*Exercise prompt*: After finding the line with "height:28px; margin:-14px; padding:0" in the data below, set down exactly each line through the one with "translate:-50% -50%; white-space:nowrap;", inclusive, and stop there.

(Saved data entries)
********************

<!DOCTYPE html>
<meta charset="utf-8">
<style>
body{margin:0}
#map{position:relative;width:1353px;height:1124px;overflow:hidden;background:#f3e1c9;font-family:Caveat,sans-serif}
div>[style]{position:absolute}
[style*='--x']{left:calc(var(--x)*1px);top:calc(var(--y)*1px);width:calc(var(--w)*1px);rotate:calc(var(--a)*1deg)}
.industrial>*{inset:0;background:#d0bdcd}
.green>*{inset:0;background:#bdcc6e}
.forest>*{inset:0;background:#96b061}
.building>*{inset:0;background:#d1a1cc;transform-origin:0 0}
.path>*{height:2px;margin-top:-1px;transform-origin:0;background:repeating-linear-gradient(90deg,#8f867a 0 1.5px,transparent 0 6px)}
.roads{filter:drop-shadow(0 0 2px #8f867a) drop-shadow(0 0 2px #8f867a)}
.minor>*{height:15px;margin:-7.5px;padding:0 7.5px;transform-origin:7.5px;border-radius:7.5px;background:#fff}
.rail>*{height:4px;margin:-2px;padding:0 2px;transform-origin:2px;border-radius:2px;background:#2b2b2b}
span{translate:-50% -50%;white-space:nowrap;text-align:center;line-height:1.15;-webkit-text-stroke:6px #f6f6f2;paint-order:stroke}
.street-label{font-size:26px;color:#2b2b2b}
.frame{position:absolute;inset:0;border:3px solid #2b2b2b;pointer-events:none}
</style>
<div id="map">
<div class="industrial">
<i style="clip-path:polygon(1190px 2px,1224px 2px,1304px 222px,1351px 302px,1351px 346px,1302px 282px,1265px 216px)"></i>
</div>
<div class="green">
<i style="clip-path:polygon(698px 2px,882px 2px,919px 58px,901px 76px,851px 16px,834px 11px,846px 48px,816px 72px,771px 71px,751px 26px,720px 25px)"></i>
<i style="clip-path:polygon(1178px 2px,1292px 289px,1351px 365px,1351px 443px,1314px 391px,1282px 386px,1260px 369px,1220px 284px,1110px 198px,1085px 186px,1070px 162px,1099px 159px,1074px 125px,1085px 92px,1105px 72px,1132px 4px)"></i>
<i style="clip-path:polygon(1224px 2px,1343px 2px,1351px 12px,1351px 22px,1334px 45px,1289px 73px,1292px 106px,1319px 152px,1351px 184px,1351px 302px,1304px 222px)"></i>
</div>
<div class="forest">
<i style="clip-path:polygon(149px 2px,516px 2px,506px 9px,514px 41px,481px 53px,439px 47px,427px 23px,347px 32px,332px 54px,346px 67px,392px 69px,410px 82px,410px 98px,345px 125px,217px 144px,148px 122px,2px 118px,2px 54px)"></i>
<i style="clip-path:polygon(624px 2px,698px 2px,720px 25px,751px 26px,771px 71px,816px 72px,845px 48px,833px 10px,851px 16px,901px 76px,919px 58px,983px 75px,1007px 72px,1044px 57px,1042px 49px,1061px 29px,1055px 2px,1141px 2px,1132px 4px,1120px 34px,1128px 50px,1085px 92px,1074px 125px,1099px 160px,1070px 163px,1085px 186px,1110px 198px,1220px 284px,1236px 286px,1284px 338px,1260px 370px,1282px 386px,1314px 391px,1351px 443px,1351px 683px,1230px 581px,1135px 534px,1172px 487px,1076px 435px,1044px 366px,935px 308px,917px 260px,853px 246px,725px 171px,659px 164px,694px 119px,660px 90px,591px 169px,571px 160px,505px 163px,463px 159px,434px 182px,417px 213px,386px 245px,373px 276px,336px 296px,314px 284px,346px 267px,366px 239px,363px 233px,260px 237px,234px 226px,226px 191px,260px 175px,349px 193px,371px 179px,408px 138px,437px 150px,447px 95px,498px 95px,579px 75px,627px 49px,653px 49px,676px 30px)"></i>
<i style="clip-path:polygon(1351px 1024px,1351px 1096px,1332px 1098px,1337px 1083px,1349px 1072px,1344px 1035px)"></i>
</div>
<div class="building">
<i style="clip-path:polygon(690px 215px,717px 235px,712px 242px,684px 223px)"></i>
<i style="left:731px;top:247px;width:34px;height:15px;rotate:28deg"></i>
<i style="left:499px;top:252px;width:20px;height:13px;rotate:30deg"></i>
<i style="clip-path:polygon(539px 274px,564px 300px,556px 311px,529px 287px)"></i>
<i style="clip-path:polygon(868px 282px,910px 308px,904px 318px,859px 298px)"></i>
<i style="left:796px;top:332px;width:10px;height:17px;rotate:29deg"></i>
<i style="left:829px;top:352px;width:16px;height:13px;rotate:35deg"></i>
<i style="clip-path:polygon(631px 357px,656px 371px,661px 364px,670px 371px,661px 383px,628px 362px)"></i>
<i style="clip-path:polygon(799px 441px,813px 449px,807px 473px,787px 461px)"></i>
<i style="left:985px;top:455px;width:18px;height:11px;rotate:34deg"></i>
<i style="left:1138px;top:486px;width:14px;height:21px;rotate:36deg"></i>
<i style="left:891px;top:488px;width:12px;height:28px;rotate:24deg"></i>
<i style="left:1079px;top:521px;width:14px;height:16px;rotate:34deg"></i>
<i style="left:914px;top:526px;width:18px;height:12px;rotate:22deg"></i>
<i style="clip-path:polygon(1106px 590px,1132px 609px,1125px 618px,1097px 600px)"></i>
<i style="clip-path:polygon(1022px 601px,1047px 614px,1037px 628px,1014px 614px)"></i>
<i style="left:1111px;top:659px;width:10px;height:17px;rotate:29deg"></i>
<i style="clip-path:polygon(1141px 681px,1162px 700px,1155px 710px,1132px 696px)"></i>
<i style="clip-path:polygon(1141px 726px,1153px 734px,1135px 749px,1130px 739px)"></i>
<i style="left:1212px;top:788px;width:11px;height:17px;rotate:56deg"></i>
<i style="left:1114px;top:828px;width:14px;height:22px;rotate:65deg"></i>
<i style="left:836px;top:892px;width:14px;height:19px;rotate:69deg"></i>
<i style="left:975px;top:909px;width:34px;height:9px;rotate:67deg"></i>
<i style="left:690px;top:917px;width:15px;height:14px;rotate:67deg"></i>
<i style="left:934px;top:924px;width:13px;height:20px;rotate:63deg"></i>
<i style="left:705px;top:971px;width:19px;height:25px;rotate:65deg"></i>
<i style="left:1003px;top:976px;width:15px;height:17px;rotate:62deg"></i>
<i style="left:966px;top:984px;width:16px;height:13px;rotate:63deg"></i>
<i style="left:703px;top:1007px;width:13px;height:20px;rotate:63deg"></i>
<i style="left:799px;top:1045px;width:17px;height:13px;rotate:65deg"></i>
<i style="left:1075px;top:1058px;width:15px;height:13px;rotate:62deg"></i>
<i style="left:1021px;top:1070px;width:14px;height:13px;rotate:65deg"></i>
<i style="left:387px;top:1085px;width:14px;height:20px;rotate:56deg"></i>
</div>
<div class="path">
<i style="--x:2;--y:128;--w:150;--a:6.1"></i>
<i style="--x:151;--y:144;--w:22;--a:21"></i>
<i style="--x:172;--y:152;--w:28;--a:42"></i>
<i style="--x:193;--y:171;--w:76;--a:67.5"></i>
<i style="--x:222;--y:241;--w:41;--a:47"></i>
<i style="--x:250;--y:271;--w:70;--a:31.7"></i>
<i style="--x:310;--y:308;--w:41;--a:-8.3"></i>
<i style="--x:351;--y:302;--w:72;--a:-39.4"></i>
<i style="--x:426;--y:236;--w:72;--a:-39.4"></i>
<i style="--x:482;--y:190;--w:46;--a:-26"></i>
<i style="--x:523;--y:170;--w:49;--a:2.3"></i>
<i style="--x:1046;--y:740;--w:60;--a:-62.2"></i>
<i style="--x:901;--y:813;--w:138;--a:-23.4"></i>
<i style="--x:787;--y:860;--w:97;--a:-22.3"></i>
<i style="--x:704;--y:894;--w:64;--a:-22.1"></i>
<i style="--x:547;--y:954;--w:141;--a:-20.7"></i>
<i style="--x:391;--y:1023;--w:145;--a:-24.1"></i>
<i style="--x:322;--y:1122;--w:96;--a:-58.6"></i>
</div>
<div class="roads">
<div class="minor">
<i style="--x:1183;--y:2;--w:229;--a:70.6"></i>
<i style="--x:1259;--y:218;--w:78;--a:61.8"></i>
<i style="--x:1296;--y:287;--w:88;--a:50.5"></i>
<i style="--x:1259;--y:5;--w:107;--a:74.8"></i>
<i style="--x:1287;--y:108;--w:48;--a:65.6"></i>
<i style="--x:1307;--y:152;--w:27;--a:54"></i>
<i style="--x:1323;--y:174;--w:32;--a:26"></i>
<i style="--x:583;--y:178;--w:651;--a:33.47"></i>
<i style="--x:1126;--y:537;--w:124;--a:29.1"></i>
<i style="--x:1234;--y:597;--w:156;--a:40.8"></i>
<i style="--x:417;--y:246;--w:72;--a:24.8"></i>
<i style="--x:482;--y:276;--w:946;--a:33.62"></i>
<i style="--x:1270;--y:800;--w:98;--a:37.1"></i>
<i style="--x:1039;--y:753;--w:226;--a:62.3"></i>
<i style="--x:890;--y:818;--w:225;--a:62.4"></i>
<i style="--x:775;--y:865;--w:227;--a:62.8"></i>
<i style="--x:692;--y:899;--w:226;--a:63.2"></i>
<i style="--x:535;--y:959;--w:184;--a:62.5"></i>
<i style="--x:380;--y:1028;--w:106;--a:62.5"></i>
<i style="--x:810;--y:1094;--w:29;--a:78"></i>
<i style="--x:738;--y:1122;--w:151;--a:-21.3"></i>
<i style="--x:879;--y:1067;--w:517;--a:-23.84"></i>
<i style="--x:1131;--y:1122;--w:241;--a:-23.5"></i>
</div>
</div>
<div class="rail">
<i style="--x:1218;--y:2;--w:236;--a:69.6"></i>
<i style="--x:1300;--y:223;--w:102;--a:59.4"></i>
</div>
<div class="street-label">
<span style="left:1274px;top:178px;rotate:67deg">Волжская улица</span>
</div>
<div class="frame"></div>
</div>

********************

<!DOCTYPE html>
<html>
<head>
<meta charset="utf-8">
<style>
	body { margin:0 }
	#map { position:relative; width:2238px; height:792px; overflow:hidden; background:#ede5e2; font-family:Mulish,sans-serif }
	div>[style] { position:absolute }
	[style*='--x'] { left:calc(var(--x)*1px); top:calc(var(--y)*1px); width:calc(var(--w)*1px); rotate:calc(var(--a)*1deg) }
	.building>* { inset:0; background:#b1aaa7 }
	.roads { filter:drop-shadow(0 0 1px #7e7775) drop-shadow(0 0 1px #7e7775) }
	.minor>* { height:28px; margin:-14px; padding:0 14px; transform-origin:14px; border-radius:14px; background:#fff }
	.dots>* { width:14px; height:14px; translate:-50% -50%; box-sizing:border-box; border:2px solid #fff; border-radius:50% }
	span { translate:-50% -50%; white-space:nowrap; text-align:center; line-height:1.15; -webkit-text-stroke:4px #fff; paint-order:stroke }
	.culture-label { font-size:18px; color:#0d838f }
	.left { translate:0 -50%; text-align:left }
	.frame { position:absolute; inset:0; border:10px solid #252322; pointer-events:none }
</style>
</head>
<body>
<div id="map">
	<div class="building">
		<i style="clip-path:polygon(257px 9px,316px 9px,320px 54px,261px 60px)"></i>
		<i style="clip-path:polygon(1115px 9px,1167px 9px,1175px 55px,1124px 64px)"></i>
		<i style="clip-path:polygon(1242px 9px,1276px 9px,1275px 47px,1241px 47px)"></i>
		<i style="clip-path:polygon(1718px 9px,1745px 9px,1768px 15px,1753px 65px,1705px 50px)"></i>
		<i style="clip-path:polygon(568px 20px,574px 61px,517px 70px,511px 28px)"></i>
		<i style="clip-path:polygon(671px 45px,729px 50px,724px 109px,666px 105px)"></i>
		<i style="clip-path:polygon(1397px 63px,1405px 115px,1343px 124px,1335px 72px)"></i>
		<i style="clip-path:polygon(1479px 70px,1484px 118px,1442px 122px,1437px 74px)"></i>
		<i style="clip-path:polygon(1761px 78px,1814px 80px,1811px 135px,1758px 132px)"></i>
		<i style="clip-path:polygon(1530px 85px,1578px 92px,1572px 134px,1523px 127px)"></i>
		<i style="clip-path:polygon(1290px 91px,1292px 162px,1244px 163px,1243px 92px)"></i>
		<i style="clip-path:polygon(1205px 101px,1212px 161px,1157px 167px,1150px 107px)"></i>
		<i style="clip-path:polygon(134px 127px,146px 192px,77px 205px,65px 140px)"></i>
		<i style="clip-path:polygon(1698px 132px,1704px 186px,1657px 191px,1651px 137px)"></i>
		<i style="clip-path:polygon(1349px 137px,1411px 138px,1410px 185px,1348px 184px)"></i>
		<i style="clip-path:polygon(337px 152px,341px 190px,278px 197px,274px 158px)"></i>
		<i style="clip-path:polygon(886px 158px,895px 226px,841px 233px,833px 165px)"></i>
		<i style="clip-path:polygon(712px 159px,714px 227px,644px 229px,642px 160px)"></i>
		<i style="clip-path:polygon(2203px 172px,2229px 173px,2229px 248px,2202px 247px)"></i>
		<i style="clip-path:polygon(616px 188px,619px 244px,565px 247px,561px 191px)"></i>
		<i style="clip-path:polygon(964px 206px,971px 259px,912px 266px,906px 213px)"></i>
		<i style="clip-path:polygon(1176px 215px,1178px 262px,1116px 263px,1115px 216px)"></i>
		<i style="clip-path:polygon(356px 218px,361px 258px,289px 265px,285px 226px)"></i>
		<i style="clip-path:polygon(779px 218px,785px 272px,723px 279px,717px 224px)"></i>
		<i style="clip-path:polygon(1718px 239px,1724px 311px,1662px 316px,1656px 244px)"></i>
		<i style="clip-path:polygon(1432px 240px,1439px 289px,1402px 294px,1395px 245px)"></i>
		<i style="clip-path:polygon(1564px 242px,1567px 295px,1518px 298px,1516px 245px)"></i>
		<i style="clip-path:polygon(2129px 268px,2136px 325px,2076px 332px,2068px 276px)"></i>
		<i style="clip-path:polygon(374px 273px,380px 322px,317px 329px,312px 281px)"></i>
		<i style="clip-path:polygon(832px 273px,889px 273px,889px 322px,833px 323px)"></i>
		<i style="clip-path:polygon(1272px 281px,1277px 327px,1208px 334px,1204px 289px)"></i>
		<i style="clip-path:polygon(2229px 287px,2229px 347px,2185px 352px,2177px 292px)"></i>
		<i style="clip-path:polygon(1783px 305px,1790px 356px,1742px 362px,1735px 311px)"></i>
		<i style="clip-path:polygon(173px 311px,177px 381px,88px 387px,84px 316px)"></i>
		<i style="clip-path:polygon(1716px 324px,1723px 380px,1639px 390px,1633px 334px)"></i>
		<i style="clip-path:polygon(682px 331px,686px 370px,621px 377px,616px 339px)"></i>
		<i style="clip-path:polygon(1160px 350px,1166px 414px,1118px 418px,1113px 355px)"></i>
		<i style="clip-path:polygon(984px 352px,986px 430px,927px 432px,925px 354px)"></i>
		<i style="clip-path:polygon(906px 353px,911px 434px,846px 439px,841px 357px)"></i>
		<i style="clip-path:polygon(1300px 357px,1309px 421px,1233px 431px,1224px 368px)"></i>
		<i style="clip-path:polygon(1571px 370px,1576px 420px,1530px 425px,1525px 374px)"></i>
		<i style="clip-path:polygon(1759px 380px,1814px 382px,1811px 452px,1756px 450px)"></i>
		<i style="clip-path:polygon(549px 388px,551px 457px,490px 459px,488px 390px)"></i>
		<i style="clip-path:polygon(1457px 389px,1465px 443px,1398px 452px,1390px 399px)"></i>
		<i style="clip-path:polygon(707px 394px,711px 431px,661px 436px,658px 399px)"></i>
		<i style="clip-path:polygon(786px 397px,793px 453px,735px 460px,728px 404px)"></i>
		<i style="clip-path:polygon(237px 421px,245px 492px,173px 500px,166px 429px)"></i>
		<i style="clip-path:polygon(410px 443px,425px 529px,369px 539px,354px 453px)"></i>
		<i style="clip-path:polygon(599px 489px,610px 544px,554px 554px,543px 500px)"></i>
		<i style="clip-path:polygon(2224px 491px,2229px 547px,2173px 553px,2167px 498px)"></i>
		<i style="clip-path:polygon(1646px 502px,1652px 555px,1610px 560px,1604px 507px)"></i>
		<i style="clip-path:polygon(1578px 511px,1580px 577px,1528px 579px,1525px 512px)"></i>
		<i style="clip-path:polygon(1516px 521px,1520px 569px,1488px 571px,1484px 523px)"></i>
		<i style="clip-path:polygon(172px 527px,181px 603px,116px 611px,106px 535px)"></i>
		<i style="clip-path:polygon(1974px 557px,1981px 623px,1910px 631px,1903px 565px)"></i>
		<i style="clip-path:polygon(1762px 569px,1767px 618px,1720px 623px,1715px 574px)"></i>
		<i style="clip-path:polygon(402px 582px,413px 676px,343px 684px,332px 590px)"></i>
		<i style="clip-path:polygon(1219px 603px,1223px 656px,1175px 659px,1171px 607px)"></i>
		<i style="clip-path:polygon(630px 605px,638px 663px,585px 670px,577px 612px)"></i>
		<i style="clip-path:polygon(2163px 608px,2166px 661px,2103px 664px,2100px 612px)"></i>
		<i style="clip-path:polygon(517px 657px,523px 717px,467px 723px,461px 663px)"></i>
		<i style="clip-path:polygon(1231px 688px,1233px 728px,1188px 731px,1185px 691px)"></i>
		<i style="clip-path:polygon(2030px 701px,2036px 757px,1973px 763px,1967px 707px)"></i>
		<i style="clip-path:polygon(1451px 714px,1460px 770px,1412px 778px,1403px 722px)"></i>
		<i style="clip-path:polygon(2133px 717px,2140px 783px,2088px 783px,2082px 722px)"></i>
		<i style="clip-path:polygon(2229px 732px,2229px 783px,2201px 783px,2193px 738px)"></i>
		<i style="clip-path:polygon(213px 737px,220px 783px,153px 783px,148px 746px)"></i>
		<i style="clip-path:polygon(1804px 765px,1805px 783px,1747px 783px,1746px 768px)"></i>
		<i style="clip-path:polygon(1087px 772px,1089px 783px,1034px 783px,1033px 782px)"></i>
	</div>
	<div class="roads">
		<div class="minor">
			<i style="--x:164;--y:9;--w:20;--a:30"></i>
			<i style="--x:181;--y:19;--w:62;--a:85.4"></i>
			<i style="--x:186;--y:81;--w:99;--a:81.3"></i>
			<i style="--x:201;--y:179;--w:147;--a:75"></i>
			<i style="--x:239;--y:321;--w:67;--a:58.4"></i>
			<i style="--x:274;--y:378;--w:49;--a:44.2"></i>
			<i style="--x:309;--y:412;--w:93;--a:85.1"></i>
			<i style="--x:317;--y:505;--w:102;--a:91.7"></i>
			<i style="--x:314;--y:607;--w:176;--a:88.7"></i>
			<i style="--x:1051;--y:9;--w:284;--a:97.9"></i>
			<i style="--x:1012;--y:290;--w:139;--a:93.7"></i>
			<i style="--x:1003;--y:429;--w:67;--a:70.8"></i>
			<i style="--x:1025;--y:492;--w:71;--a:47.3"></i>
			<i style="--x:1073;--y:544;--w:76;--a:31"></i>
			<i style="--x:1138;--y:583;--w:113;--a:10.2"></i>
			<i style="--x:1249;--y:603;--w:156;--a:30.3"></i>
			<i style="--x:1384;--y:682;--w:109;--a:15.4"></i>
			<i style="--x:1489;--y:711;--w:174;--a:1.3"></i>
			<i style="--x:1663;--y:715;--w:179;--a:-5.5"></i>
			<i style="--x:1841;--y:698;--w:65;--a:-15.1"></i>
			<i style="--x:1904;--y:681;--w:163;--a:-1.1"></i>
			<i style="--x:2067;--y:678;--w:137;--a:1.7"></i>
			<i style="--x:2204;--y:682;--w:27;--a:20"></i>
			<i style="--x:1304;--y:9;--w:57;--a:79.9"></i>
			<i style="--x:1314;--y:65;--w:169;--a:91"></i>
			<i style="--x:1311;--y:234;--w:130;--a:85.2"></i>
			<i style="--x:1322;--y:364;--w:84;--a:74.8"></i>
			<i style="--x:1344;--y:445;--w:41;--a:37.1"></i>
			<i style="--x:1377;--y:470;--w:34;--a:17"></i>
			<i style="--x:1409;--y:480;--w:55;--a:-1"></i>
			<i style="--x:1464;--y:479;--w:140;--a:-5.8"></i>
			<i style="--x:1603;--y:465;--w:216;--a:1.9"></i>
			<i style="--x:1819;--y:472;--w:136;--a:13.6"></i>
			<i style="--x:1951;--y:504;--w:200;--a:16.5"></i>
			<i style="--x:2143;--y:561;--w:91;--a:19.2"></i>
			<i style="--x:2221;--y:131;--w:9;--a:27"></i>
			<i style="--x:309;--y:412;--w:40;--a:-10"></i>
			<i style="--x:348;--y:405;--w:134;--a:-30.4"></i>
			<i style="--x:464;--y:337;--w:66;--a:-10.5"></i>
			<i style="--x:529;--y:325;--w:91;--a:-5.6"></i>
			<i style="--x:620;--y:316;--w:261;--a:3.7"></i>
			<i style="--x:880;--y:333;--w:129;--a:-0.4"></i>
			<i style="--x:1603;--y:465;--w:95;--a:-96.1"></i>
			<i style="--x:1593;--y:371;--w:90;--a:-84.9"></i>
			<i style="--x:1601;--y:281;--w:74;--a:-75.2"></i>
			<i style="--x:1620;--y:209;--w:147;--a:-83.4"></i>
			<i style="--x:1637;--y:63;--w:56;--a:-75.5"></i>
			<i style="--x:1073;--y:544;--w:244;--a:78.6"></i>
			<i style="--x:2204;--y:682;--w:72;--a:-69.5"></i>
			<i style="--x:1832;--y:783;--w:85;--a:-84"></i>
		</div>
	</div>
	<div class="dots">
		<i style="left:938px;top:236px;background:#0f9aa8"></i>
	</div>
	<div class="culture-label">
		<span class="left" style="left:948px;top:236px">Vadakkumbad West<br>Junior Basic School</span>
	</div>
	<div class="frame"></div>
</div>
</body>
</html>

********************

*Solution to this exercise*:
	.minor>* { height:28px; margin:-14px; padding:0 14px; transform-origin:14px; border-radius:14px; background:#fff }
	.dots>* { width:14px; height:14px; translate:-50% -50%; box-sizing:border-box; border:2px solid #fff; border-radius:50% }
	span { translate:-50% -50%; white-space:nowrap; text-align:center; line-height:1.15; -webkit-text-stroke:4px #fff; paint-order:stroke }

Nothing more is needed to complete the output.